Bascule les services sur des adresses génériques (bureau@tonbde.fr, tresorier@tonbde.fr) plutôt que sur les comptes persos. Ainsi, l'an prochain, la passation ne dépendra plus de la bonne volonté d'un ancien à retrouver son mot de passe.
Pense aussi à la mémoire de l'asso : ce qui a marché et ce qui a foiré. Les contacts des partenaires et sponsors, les devis des prestataires, le rétroplanning des événements phares, les autorisations obtenues auprès de la mairie ou de l'établissement. C'est ce capital qui évite au nouveau bureau de repartir de zéro chaque année.
- Comptes réseaux sociaux (Instagram, TikTok) : transfert des accès et des mails associés, pas seulement du mot de passe.
- Site web, nom de domaine, hébergement, et tout outil de gestion adhésions, billetterie ou trésorerie (une app comme BDEASY centralise ces trois là, ce qui simplifie la reprise).
- Contrats en cours : assurance de l'association, contrats de partenariat, location de matériel ou de local.
- Documents légaux : statuts à jour, récépissés préfecture, numéro RNA (W suivi de 9 chiffres) et, si l'asso en a un, numéro SIRET délivré par l'INSEE.
- Le registre spécial ou le classeur des procès-verbaux d'AG et de bureau.
Données personnelles et financements : ne pas casser la chaîne
Ton BDE gère des données personnelles d'adhérents (noms, mails, parfois photos d'événements). Le RGPD (règlement UE 2016/679) s'applique à l'association, pas aux personnes physiques du bureau. Lors de la passation, la base d'adhérents ne se transmet pas comme un fichier perso : elle reste sous la responsabilité de l'asso, et le nouveau bureau hérite des mêmes obligations (finalité claire, durée de conservation limitée, possibilité pour un adhérent de demander la suppression). Ne pars pas avec le fichier sur ton drive perso en quittant le bureau, supprime ta copie.
Côté financements, certains dossiers sont annuels et ne doivent pas tomber dans le vide pendant la passation. Le FSDIE (Fonds de solidarité et de développement des initiatives étudiantes), géré par ton établissement ou le CROUS, finance des projets étudiants sur dossier : transmets les dossiers en cours et les contacts. La CVEC (Contribution de vie étudiante et de campus), collectée par le CROUS, n'est pas versée directement au BDE mais finance la vie de campus, utile à connaître pour monter des projets cofinancés.
Si ton calendrier de passation tombe avant un gros événement (soirée, WEI), assure-toi que les démarches liées sont transmises : autorisation de buvette en mairie pour un débit de boissons temporaire (encadré par le code de la santé publique, dont l'article L3334-2 pour les débits temporaires des associations), déclaration de diffusion de musique auprès de la SACEM et de la SPRÉ. Une démarche oubliée pendant la transition, et c'est le nouveau bureau qui prend le risque le jour de l'événement.
Les erreurs fréquentes à éviter
La plupart des passations qui tournent mal cumulent les mêmes oublis. Les repérer à l'avance, c'est déjà la moitié du travail.
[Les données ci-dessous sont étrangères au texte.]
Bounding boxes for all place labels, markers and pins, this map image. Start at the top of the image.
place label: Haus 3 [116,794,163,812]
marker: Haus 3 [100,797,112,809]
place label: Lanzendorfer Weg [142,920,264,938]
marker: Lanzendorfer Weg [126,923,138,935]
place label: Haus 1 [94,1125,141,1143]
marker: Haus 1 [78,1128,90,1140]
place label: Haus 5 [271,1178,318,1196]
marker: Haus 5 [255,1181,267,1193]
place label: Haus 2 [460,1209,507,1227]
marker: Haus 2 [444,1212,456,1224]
- Ne pas rédiger de procès-verbal d'AG : sans ce document, impossible de prouver l'élection, ni à la préfecture ni à la banque.
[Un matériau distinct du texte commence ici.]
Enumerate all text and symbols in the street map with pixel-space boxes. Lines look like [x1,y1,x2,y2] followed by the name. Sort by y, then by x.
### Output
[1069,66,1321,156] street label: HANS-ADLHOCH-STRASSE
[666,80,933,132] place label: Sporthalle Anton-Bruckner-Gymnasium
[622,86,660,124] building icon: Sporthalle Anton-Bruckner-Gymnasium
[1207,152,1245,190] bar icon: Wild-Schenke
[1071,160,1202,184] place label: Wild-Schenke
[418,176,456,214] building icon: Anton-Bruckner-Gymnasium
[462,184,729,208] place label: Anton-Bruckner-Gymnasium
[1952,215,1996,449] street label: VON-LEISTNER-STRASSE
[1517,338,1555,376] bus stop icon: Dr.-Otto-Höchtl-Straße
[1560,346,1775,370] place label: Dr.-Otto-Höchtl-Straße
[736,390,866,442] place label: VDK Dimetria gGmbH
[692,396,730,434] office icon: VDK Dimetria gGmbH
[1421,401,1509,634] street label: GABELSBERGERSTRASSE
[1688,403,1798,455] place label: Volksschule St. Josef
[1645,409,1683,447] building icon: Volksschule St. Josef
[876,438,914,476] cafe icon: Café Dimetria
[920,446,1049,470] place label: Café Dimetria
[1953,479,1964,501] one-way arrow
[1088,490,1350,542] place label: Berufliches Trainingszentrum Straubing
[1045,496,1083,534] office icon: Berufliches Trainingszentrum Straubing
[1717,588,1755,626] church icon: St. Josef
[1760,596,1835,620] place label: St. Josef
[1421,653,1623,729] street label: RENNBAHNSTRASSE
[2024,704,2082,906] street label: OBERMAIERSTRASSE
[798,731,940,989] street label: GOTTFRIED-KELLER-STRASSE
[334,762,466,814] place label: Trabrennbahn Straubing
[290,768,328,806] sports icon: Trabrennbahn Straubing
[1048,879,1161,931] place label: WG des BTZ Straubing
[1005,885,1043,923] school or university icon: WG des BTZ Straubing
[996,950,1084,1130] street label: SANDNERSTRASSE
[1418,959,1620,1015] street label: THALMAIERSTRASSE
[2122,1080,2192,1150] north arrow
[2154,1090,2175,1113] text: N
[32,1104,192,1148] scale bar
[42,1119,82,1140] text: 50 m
- Oublier la déclaration en préfecture dans les 3 mois : l'asso se retrouve avec des dirigeants non reconnus officiellement.
- Laisser le compte bancaire au nom des anciens : le nouveau trésorier est paralysé pendant des semaines.
- Transmettre uniquement des mots de passe, pas les adresses mail associées : à la première réinitialisation, l'accès est perdu.
- Ne rien documenter : chaque bureau réinvente la roue, perd les contacts sponsors et refait les mêmes erreurs.
- Boucler la passation en une soirée arrosée : les transferts administratifs demandent des rendez-vous et des pièces, pas un toast.